Les ratages du Japon

OSAKA – Si perdre un Premier ministre peut être considéré comme un manque de chance, en perdre deux la même année ressemble carrément à de la négligence. Cette paraphrase d’Oscar Wilde résume judicieusement l’état actuel de la politique japonaise, vu les démissions en série des Premiers ministres Shinzo Abe et Yasuo Fukuda. Le Japon se retrouve une fois de plus pourvu d’un gouvernement par intérim tandis que le Parti libéral démocrate (PLD) au pouvoir se démène pour se trouver un nouveau chef à la veille de l’élection à la chambre basse de la diète. La question est : qui a fait preuve de négligence ? Le PLD ? la constitution ? Les électeurs ?
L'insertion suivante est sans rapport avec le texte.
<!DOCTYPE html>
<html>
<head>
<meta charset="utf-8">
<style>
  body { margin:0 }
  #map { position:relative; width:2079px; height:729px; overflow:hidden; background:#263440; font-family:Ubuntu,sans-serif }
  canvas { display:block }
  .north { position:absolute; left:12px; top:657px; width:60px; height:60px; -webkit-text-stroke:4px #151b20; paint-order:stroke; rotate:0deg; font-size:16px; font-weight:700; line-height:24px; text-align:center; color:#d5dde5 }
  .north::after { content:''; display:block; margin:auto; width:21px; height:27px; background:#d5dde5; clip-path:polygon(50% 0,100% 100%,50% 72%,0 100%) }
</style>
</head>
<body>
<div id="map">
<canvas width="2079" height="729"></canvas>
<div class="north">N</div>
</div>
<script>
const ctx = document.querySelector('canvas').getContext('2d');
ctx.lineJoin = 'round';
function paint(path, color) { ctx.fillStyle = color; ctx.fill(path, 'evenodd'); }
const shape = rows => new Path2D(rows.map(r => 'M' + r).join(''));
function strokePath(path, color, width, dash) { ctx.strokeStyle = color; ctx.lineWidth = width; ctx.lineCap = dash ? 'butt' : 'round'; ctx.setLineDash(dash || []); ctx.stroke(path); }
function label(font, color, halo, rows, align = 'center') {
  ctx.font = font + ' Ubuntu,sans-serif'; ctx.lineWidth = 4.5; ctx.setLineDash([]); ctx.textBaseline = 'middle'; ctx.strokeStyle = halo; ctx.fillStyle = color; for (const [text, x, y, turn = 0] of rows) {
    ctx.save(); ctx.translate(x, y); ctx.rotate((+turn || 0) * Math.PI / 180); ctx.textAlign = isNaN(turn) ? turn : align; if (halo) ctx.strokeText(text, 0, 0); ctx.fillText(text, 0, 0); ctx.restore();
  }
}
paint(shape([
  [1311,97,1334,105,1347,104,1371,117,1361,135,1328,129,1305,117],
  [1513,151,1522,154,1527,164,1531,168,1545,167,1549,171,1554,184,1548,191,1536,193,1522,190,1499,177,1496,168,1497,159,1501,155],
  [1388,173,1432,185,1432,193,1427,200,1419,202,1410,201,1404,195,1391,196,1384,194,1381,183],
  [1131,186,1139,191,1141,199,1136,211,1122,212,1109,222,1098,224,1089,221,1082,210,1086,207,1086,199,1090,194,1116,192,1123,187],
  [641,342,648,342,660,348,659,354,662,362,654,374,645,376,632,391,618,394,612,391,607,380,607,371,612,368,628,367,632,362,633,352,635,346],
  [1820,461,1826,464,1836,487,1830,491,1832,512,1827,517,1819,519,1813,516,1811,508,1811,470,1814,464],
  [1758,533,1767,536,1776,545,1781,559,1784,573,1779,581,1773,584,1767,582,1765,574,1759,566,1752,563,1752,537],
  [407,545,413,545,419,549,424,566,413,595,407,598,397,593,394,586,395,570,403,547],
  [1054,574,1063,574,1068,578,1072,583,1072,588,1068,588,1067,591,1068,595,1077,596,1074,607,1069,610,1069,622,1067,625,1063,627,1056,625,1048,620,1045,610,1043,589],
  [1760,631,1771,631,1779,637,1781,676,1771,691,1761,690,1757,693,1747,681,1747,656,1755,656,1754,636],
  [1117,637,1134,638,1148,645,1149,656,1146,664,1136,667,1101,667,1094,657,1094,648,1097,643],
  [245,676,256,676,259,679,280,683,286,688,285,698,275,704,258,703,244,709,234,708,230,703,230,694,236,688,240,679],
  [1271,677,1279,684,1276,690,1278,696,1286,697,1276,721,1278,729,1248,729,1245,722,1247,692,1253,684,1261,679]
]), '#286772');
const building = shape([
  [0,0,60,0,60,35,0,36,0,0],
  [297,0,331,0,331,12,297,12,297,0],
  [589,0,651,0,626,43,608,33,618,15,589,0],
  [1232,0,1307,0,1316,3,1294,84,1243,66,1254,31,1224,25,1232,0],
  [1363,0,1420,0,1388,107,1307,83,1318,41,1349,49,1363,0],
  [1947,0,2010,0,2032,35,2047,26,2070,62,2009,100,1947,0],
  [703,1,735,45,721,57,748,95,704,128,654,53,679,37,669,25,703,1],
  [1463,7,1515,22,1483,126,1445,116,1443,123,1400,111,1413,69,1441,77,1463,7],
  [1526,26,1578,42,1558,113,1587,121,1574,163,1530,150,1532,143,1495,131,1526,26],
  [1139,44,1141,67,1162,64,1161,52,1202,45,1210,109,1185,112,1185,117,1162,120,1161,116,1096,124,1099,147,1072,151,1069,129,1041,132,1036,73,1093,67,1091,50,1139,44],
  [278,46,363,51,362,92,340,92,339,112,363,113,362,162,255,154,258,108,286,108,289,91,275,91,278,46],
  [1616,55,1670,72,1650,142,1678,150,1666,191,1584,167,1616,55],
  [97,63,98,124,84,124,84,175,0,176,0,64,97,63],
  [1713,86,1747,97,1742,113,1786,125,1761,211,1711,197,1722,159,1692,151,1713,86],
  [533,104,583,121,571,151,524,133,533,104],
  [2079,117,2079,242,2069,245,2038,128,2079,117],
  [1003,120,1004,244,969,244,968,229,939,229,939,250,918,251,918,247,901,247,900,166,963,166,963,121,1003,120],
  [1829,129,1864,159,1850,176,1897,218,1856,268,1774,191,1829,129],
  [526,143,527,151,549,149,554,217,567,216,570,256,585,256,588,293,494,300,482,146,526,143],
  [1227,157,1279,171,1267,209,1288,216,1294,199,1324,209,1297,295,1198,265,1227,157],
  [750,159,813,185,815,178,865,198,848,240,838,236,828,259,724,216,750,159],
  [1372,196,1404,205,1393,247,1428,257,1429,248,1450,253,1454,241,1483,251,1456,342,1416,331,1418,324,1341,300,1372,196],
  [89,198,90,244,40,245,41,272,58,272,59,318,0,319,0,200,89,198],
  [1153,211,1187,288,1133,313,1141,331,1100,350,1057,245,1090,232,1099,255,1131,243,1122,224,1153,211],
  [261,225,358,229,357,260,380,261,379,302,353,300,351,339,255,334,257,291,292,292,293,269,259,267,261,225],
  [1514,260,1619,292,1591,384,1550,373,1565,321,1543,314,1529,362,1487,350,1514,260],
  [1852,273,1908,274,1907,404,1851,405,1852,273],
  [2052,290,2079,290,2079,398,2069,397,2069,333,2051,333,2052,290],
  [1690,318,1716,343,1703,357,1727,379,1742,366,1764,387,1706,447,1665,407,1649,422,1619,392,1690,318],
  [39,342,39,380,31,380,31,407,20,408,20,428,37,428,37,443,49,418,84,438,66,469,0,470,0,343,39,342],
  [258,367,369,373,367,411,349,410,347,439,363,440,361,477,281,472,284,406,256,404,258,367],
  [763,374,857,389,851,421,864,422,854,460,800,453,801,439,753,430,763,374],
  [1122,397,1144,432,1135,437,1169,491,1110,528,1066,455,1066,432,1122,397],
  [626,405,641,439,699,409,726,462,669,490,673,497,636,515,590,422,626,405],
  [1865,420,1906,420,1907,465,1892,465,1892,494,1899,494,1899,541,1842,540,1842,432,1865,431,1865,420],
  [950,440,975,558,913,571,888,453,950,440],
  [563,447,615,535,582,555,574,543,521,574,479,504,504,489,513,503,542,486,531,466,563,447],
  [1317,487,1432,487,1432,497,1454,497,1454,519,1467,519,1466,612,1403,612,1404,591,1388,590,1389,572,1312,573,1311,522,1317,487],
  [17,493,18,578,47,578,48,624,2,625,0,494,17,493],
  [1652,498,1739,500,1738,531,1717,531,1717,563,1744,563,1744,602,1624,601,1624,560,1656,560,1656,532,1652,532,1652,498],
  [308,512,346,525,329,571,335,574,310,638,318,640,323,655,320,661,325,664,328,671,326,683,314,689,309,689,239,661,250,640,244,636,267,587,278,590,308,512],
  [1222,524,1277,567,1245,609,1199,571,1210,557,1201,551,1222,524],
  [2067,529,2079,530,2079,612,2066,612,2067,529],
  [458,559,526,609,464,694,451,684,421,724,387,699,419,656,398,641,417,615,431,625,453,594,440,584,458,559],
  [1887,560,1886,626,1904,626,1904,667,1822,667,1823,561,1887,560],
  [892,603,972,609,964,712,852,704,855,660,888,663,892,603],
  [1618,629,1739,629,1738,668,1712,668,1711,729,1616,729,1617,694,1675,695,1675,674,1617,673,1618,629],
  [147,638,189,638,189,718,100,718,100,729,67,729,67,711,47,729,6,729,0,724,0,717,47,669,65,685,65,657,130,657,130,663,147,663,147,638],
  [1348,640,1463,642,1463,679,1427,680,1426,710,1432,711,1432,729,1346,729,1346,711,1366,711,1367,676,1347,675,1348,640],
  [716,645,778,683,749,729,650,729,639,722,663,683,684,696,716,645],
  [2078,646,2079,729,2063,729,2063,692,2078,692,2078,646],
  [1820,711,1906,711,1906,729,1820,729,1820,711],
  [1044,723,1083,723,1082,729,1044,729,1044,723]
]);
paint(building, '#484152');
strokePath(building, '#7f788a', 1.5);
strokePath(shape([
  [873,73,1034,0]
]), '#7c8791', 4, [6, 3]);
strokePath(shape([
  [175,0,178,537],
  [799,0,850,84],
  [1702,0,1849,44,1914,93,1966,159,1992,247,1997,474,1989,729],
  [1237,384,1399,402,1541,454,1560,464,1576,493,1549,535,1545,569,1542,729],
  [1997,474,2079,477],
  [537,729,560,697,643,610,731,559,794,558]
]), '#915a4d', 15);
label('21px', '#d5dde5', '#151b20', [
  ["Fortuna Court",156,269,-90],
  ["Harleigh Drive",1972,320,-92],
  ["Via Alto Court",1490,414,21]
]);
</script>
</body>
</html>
Au cours des deux dernières années, la coalition au pouvoir PLD/Komei a dominé la puissante chambre basse avec une majorité des deux tiers. Pendant un an, l’opposition, le parti démocrate du Japon (PDJ) et d’autres mini partis ont contrôlé la chambre haute, qui peut opposer son veto à la législation. L’inévitable conséquence a été l’instabilité politique et l’impasse. Le problème est qu’une nouvelle élection ne résoudra pas cette confusion politique, mais prolongera plus probablement la paralysie. Le système politique japonais nécessite le même style de réforme structurelle qui a fait défaut à son économie pendant longtemps. Et, comme pour l’économie, ses politiciens ne semblent pas prêts à se lancer dans une démarche aussi audacieuse.

Le PLD et le PDJ débattent aujourd’hui du moyen de combattre l’inflation à une époque de chute du niveau de vie et de polarisation économique croissante au sein de la société – ce dernier phénomène étant l’héritage des réformes de 2001-2005 de l’ancien Premier ministre Junichiro Koizumi, orientées vers le marché. Le débat se concentre sur l’éventuelle nécessité d’augmenter la taxe sur la consommation afin d’alimenter le système de sécurité sociale exsangue. La question de la réforme administrative et gouvernementale ne s’invite que rarement au coeur des débats.